Top of SOURCE INFORMATION
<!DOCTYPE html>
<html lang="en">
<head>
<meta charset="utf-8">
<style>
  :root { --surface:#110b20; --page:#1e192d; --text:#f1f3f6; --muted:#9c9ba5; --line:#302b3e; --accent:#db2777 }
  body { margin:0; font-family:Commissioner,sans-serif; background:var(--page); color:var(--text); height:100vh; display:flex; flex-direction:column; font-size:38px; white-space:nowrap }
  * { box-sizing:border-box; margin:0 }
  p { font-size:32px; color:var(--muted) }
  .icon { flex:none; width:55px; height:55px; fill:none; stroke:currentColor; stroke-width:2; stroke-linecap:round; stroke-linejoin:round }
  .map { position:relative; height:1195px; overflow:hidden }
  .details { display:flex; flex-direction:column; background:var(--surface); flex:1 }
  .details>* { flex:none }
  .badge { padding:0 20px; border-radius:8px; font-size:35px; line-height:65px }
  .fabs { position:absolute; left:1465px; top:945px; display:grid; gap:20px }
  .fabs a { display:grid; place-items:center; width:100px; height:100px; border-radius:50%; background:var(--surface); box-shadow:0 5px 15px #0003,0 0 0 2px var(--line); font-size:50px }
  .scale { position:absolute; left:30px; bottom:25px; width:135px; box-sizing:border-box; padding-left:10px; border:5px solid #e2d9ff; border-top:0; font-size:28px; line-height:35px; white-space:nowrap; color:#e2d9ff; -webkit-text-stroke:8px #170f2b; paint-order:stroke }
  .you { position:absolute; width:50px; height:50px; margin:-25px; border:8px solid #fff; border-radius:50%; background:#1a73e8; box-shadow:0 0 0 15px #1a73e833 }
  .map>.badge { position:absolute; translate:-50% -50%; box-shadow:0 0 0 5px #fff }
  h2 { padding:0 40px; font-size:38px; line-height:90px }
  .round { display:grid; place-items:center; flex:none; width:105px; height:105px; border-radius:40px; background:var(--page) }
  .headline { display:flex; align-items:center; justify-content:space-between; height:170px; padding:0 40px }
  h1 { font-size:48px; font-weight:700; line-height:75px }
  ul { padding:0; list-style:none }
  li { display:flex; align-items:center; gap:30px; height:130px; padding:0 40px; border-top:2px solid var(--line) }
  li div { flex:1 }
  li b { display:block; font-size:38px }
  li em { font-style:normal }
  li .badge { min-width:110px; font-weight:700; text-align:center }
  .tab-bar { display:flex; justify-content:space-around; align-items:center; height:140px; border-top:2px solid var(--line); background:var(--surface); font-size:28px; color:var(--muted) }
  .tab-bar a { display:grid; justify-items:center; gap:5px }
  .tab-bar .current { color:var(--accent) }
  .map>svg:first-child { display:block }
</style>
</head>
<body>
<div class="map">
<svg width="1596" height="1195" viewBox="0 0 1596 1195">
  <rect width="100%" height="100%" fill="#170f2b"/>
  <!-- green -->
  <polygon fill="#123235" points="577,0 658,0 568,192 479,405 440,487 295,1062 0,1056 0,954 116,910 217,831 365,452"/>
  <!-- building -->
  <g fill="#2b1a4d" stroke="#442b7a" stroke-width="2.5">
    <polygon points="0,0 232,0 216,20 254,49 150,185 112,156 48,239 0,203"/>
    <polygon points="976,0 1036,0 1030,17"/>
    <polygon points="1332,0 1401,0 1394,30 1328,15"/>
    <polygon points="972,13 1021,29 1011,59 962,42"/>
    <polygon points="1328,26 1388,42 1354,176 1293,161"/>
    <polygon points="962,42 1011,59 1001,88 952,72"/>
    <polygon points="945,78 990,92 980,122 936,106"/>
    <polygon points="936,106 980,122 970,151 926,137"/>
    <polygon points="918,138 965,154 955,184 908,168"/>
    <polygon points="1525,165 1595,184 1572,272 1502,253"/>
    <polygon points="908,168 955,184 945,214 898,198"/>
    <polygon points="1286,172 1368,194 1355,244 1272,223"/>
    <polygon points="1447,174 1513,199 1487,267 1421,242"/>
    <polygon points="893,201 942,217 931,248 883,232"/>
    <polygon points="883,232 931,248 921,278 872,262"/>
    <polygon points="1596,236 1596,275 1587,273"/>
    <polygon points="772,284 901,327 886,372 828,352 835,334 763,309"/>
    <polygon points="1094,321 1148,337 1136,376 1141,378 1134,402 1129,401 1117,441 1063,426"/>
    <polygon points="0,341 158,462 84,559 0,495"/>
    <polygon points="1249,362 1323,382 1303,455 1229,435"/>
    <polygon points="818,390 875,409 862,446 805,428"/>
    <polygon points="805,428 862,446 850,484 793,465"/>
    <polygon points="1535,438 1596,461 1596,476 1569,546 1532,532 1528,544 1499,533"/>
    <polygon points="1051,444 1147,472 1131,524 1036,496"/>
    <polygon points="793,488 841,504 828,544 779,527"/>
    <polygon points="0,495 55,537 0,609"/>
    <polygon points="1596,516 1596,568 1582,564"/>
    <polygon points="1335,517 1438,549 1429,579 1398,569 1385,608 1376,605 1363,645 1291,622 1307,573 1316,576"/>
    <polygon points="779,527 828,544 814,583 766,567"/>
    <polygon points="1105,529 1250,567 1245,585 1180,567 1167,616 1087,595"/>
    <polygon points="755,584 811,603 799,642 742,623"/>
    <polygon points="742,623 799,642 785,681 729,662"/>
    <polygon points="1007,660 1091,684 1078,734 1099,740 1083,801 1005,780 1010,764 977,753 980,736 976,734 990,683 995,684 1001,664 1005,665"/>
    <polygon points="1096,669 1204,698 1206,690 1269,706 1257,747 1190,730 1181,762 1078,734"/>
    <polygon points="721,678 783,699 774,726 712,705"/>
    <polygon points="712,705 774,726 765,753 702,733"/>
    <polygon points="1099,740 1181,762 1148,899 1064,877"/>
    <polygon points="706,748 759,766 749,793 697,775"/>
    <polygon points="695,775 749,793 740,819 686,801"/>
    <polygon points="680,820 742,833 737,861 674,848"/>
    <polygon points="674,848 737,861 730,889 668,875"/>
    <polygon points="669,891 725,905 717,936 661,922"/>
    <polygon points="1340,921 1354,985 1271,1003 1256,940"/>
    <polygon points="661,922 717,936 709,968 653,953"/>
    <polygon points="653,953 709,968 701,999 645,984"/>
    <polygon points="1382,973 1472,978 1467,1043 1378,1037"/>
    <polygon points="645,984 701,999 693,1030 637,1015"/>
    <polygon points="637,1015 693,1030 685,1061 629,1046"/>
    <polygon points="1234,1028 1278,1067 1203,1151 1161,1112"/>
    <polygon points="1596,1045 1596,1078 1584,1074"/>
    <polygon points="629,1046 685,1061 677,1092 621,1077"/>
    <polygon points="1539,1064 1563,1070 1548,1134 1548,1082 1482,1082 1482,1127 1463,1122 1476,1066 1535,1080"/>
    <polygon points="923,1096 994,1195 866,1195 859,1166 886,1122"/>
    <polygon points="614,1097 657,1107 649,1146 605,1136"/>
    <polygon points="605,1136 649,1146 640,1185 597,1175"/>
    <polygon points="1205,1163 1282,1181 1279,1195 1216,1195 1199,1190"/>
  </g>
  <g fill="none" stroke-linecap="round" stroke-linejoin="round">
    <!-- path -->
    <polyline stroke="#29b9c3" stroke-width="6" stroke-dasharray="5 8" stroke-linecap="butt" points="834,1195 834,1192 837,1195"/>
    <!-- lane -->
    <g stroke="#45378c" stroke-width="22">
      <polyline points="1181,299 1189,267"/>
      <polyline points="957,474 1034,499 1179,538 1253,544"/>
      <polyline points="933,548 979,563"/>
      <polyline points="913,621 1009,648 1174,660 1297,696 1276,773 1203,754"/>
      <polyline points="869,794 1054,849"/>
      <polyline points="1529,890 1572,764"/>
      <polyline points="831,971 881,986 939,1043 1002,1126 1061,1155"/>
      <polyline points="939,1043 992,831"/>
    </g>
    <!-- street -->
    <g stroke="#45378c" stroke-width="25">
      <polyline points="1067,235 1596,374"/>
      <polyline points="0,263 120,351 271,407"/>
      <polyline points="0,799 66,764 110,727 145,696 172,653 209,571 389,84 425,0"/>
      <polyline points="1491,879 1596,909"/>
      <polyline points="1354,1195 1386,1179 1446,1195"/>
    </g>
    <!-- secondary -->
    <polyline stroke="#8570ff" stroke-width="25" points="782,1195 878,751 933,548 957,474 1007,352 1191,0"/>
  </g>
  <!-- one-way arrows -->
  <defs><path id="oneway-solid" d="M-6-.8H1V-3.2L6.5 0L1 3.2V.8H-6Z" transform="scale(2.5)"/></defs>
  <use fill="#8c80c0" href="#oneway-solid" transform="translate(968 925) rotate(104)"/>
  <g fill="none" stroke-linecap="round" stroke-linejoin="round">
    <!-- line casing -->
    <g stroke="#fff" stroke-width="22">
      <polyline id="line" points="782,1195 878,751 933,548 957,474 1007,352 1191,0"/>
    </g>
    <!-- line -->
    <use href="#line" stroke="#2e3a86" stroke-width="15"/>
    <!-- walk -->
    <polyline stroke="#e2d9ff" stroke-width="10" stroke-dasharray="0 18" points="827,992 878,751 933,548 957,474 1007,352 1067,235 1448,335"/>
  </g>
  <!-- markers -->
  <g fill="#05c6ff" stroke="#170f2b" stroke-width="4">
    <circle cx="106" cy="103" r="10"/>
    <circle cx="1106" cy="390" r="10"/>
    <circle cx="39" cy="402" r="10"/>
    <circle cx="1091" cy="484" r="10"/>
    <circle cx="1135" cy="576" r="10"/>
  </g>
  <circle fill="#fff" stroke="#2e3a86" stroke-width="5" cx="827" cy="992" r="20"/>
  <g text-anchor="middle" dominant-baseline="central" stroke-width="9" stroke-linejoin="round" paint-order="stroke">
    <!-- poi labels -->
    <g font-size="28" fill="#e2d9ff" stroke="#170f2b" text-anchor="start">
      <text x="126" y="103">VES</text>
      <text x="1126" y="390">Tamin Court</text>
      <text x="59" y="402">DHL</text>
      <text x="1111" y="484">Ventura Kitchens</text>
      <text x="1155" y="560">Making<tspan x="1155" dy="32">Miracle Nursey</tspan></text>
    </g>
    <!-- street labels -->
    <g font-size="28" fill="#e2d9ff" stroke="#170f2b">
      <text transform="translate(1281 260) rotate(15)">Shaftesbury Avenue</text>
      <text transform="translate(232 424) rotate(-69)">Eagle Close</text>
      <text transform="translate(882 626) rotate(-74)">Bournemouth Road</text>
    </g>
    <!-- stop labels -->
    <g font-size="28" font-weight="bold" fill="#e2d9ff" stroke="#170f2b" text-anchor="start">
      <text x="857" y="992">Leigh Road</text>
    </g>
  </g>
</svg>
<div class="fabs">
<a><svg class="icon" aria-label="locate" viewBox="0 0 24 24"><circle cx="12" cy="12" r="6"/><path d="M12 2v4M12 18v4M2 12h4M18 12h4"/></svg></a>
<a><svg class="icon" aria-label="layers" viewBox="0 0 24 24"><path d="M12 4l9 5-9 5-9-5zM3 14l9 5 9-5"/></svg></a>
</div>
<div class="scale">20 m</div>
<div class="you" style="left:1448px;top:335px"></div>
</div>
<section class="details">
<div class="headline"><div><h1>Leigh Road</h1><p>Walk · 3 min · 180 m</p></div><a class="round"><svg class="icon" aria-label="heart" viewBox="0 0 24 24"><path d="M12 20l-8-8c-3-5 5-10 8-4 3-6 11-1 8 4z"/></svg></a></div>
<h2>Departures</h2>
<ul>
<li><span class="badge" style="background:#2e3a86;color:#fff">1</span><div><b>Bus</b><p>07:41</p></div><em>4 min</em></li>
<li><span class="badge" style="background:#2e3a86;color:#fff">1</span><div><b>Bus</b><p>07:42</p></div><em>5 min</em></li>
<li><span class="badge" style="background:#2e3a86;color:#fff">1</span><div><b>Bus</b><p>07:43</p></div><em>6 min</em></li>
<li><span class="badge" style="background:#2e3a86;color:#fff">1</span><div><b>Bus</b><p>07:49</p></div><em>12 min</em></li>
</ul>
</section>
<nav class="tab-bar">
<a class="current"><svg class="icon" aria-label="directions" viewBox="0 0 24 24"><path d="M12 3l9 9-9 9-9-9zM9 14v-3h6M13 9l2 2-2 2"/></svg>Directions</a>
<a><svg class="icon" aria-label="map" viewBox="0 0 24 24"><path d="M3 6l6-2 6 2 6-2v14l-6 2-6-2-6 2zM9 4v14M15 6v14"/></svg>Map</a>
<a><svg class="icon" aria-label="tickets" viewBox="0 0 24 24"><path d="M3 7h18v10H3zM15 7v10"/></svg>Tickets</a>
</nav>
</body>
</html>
Bottom of SOURCE INFORMATION
WHAT THIS TASK INVOLVES
Your response should be the lines of the entries above that include the string "white".

WRITTEN RESPONSE
  body { margin:0; font-family:Commissioner,sans-serif; background:var(--page); color:var(--text); height:100vh; display:flex; flex-direction:column; font-size:38px; white-space:nowrap }
  .scale { position:absolute; left:30px; bottom:25px; width:135px; box-sizing:border-box; padding-left:10px; border:5px solid #e2d9ff; border-top:0; font-size:28px; line-height:35px; white-space:nowrap; color:#e2d9ff; -webkit-text-stroke:8px #170f2b; paint-order:stroke }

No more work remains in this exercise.